• **Work item**: Copy the lines of the data below exactly, starting at the first and stopping after the line that contains "margin:0; font-size:13px; white-space:nowrap;"; include no pictures.

===== Data to examine

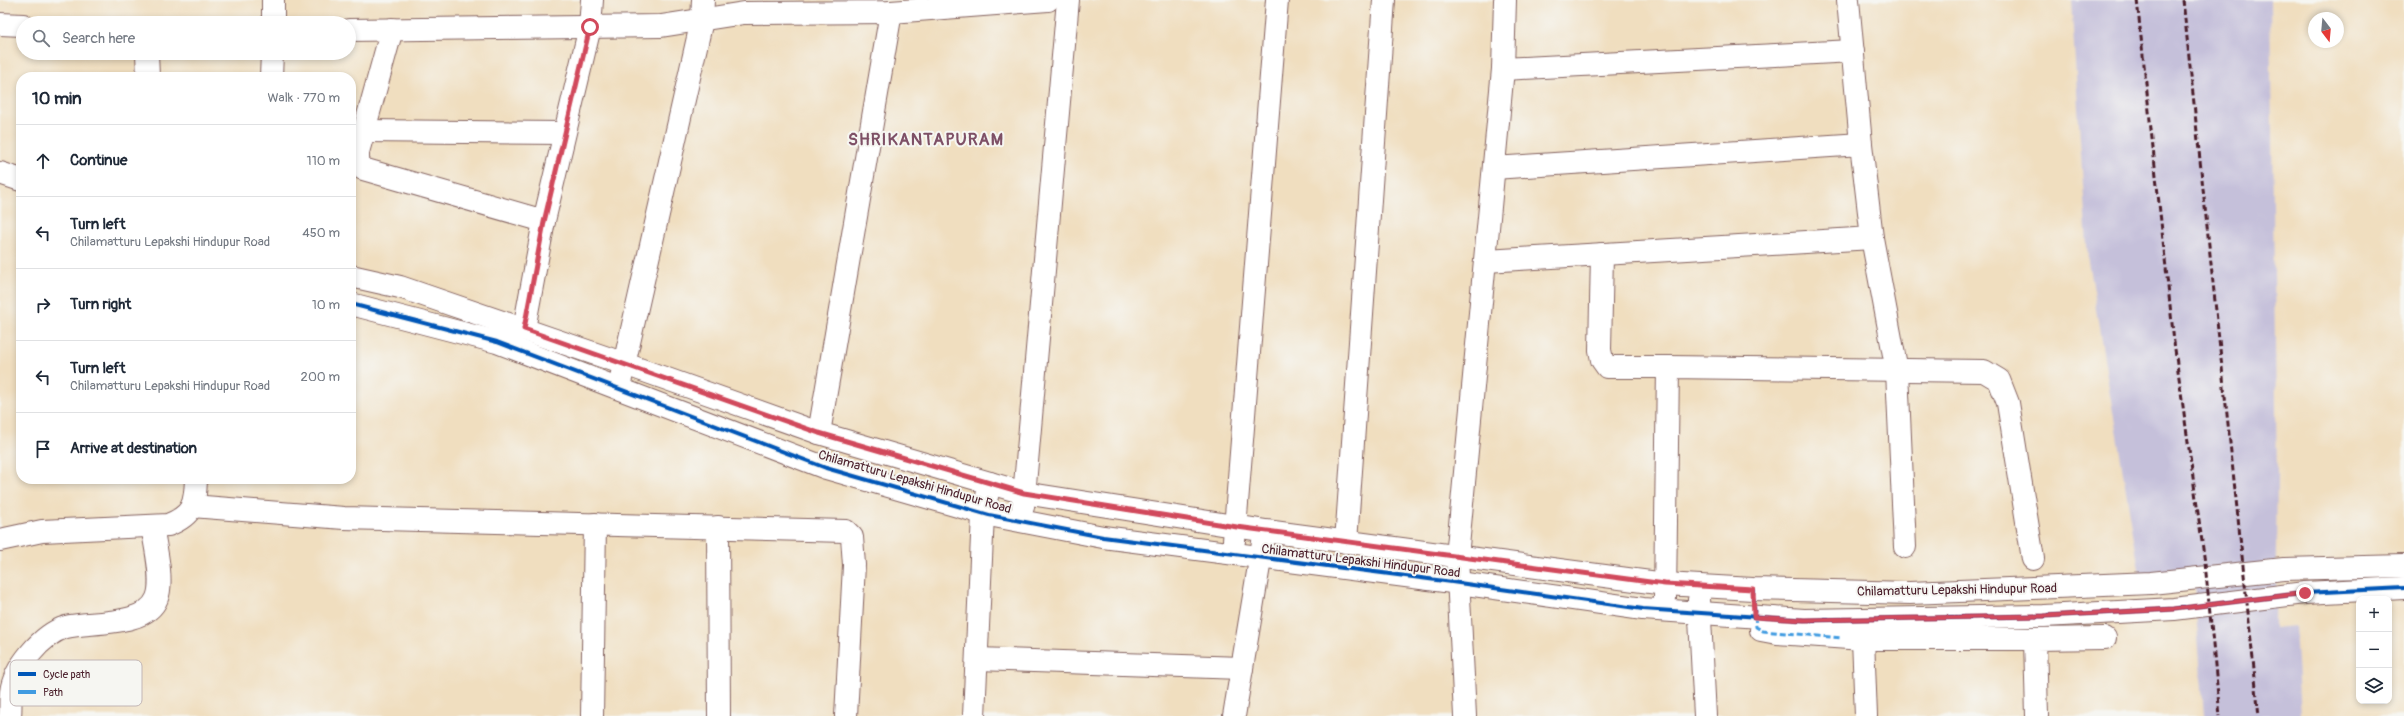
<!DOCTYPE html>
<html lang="en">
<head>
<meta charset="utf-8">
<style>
  :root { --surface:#fff; --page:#f6f6f7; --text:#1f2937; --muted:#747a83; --line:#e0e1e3 }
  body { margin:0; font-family:Pangolin,sans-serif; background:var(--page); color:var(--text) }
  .controls { position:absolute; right:12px; bottom:12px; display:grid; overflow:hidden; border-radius:8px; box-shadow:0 2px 6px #0003 }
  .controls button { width:36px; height:36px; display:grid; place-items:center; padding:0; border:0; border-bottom:1px solid var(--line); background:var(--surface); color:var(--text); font:20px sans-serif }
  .compass { position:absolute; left:2308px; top:12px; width:36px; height:36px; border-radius:50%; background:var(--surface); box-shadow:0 2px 6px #0003; rotate:164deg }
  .stop { position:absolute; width:12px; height:12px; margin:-9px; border:3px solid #d1495b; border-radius:50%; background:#fff }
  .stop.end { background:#d1495b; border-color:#fff; box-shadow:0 1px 4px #0008 }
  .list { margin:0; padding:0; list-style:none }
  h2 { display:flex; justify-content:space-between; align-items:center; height:52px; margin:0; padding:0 16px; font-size:17px }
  h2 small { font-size:13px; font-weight:400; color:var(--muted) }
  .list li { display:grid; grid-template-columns:26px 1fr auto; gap:12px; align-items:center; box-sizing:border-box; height:72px; padding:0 16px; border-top:1px solid var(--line) }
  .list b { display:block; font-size:15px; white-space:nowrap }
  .list p { margin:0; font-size:13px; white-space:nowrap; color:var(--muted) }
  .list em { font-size:13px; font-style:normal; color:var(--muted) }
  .icon { flex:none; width:22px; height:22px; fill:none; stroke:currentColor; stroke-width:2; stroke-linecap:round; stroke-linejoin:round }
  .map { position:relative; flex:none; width:2404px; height:716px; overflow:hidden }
  .search { position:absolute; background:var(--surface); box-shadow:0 2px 6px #0003; left:16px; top:16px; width:340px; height:44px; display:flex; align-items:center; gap:10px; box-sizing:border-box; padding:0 14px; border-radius:22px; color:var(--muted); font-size:15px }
  .panel { position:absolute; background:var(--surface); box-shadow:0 2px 6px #0003; left:16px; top:72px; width:340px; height:412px; border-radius:16px }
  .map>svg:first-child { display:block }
</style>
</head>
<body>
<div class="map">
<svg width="2404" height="716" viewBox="0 0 2404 716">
  <rect width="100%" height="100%" fill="#f6f6f2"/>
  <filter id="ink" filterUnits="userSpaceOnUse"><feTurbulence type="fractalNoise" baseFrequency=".025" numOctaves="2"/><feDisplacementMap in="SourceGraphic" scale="8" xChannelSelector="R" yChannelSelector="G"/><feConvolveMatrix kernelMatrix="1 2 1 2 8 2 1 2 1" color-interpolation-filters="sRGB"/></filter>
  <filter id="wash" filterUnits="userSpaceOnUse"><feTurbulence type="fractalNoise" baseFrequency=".012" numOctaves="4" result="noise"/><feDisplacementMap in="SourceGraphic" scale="16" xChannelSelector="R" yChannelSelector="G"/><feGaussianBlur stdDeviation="0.9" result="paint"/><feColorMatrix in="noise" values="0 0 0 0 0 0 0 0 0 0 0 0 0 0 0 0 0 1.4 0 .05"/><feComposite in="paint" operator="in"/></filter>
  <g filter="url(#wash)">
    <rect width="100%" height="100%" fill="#f0debf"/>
    <polygon fill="#c5c0da" points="2071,0 2270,0 2277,476 2275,628 2295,626 2300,716 2204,716 2193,573 2140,575 2088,261"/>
  </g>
  <g filter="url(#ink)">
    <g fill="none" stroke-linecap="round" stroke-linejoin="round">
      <defs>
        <g id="minor">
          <polyline points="0,24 23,25"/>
          <polyline points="392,29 358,152 358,162 363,169 544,221"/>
          <polyline points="349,30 661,26 744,13 891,12 1048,0"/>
          <polyline points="147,53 148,77"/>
          <polyline points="1503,69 1853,51"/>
          <polyline points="364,131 564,133"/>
          <polyline points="1494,168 1861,144"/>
          <polyline points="0,173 21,180"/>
          <polyline points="1602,254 1600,350 1602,360 1607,367 1668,367"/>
          <polyline points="1486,261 1872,238"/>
          <polyline points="351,276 400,287 625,364 819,433 1024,493 1266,531 1665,584 1753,589 1910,593 2151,583 2284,569 2404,566"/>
          <polyline points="351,304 497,342 826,468 989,515 1103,537 1452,582 1643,609 1804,620 2044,616 2174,609 2305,593 2404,588"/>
          <polyline points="524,329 544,221 590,27 592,0"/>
          <polyline points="621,378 702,20 703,0"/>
          <polyline points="819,433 891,12"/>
          <polyline points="192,506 344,518 846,531 852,537 854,565 846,716"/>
          <polyline points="1023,507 1068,0"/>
          <polyline points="718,527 719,716"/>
          <path d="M0,540L42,531L168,525C193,515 195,505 196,479"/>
          <polyline points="1234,541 1277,0"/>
          <polyline points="1346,542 1384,0"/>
          <polyline points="1665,598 1668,367 1984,371 1999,380 2008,403 2033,559"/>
          <polyline points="1699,599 1705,716"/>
          <polyline points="1761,630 1777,633 1863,639"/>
          <polyline points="977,659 1242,668"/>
          <path d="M10,716C11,708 10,700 11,692C14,668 42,634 66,627C91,621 146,627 157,598C164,581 155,545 152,526"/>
          <polyline points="592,716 595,524"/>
          <polyline points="974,716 983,514 990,483"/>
          <polyline points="1234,716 1263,542"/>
          <polyline points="1465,716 1457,557 1503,69 1505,0"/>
          <polyline points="1866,716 1863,639 2035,639"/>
          <polyline points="2037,716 2035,639 2105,638"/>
        </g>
        <g id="major">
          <polyline points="1848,0 1861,144 1872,238 1897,371 1905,547"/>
          <polyline points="273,23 273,0"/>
          <polyline points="271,77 272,53"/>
        </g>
      </defs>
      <use href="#minor" stroke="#84625f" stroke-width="24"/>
      <use href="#major" stroke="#84625f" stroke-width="24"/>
      <use href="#minor" stroke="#fff" stroke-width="22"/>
      <use href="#major" stroke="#fff" stroke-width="22"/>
      <g stroke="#4a1f2b" stroke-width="3" stroke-dasharray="6 3" stroke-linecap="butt">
        <polyline points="2137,0 2174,342 2205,563 2220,716"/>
        <polyline points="2183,0 2259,716"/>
      </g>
      <polyline stroke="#409be1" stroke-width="3" stroke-dasharray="6 3" stroke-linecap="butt" points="1753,589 1756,627 1763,631 1842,638"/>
      <defs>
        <polyline id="cycleway" points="351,304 497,342 826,468 989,515 1103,537 1452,582 1643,609 1804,620 2044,616 2174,609 2305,593 2404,588"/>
      </defs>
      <use href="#cycleway" stroke="#f6f6f2" stroke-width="6"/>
      <use href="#cycleway" stroke="#0057b8" stroke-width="4"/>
    </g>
  </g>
  <g fill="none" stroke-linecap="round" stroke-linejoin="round" filter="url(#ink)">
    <polyline stroke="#d1495b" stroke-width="5" points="590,27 544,222 524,329 819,433 1024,493 1237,527 1665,584 1753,589 1754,617 1804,620 2044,616 2174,609 2305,593"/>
  </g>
  <g text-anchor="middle" stroke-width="4" stroke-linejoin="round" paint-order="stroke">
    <g font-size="13" fill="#4a1f2b" stroke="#f6f6f2">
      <text transform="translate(915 481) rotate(16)" y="5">Chilamatturu Lepakshi Hindupur Road</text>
      <text transform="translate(1361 560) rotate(7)" y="5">Chilamatturu Lepakshi Hindupur Road</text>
      <text transform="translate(1957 589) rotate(-1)" y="5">Chilamatturu Lepakshi Hindupur Road</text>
    </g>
    <g font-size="17" font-weight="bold" letter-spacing="1" fill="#7e5066" stroke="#f6f6f2">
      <text x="926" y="145">SHRIKANTAPURAM</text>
    </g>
  </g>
  <rect x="10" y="660" width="132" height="46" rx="6" fill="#f6f6f2" stroke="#c2b6b6" stroke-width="1"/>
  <rect x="18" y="672" width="18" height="4" fill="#0057b8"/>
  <rect x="18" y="690" width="18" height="4" fill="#409be1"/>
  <g font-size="11" fill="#4a1f2b">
    <text x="43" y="678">Cycle path</text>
    <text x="43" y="696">Path</text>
  </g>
</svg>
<div class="controls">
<button>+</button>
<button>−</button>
<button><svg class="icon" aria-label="layers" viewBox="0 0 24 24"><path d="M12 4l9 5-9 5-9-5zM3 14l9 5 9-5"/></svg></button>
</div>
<svg class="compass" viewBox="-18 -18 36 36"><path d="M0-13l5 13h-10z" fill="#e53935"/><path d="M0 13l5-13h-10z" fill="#747a83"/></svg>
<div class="stop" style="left:590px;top:27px"></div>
<div class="stop end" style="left:2305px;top:593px"></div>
<div class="search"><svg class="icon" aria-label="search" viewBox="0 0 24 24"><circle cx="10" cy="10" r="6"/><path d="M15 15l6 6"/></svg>Search here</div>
<section class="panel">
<h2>10 min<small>Walk · 770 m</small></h2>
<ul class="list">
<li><svg class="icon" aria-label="ahead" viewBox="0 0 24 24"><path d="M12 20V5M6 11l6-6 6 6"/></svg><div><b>Continue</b></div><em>110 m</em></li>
<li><svg class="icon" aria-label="left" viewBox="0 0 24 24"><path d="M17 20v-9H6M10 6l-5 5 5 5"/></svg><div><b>Turn left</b><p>Chilamatturu Lepakshi Hindupur Road</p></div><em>450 m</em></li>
<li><svg class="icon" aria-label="right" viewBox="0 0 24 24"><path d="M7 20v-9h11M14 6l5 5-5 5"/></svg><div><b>Turn right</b></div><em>10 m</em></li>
<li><svg class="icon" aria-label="left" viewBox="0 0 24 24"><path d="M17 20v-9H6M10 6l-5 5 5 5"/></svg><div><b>Turn left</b><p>Chilamatturu Lepakshi Hindupur Road</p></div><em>200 m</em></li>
<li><svg class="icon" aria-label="arrive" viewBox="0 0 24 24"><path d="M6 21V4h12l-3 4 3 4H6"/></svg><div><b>Arrive at destination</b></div></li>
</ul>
</section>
</div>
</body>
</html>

==========

• **Answer to this exercise**:
<!DOCTYPE html>
<html lang="en">
<head>
<meta charset="utf-8">
<style>
  :root { --surface:#fff; --page:#f6f6f7; --text:#1f2937; --muted:#747a83; --line:#e0e1e3 }
  body { margin:0; font-family:Pangolin,sans-serif; background:var(--page); color:var(--text) }
  .controls { position:absolute; right:12px; bottom:12px; display:grid; overflow:hidden; border-radius:8px; box-shadow:0 2px 6px #0003 }
  .controls button { width:36px; height:36px; display:grid; place-items:center; padding:0; border:0; border-bottom:1px solid var(--line); background:var(--surface); color:var(--text); font:20px sans-serif }
  .compass { position:absolute; left:2308px; top:12px; width:36px; height:36px; border-radius:50%; background:var(--surface); box-shadow:0 2px 6px #0003; rotate:164deg }
  .stop { position:absolute; width:12px; height:12px; margin:-9px; border:3px solid #d1495b; border-radius:50%; background:#fff }
  .stop.end { background:#d1495b; border-color:#fff; box-shadow:0 1px 4px #0008 }
  .list { margin:0; padding:0; list-style:none }
  h2 { display:flex; justify-content:space-between; align-items:center; height:52px; margin:0; padding:0 16px; font-size:17px }
  h2 small { font-size:13px; font-weight:400; color:var(--muted) }
  .list li { display:grid; grid-template-columns:26px 1fr auto; gap:12px; align-items:center; box-sizing:border-box; height:72px; padding:0 16px; border-top:1px solid var(--line) }
  .list b { display:block; font-size:15px; white-space:nowrap }
  .list p { margin:0; font-size:13px; white-space:nowrap; color:var(--muted) }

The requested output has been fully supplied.